Description of the task
Lines with the word "Sort": copy all of them from the entries below.

Stored data entries:
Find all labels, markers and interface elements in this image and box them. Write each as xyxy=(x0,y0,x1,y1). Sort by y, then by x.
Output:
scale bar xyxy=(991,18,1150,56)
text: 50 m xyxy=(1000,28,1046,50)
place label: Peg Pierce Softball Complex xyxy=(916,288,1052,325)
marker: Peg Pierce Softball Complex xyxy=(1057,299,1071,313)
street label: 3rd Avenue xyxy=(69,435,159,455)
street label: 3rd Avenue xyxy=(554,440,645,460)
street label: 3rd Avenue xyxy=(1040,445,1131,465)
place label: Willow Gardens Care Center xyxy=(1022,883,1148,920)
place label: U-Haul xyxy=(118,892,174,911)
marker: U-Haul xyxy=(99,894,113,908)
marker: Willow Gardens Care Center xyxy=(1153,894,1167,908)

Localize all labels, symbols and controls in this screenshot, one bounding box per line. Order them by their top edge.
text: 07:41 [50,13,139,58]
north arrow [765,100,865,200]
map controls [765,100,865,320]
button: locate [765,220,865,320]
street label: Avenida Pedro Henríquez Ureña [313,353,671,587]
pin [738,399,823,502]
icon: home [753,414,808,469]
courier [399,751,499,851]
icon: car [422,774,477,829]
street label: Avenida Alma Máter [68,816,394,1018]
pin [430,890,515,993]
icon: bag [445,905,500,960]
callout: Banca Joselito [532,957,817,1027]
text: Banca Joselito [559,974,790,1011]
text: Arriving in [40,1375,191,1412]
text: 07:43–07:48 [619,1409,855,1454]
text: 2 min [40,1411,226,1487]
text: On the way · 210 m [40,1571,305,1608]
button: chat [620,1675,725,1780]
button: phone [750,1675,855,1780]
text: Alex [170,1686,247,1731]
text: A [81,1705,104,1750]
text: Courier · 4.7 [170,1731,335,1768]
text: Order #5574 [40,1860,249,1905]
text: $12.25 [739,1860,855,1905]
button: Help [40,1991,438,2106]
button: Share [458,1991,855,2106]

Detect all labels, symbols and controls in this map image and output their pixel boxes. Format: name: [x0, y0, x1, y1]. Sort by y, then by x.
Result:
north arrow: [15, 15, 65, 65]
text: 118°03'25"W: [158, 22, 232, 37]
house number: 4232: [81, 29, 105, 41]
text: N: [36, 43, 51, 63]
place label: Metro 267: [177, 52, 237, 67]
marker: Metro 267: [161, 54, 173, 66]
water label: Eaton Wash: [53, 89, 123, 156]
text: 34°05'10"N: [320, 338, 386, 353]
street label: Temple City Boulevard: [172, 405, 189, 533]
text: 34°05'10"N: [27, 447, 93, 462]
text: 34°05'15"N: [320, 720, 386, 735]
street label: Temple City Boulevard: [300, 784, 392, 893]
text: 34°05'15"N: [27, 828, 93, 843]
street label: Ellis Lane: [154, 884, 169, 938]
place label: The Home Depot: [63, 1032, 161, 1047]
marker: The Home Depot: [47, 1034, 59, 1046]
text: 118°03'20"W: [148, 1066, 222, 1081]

Answer
Find all labels, markers and interface elements in this image and box them. Write each as xyxy=(x0,y0,x1,y1). Sort by y, then by x.
Detect all labels, symbols and controls in this map image and output their pixel boxes. Format: name: [x0, y0, x1, y1]. Sort by y, then by x.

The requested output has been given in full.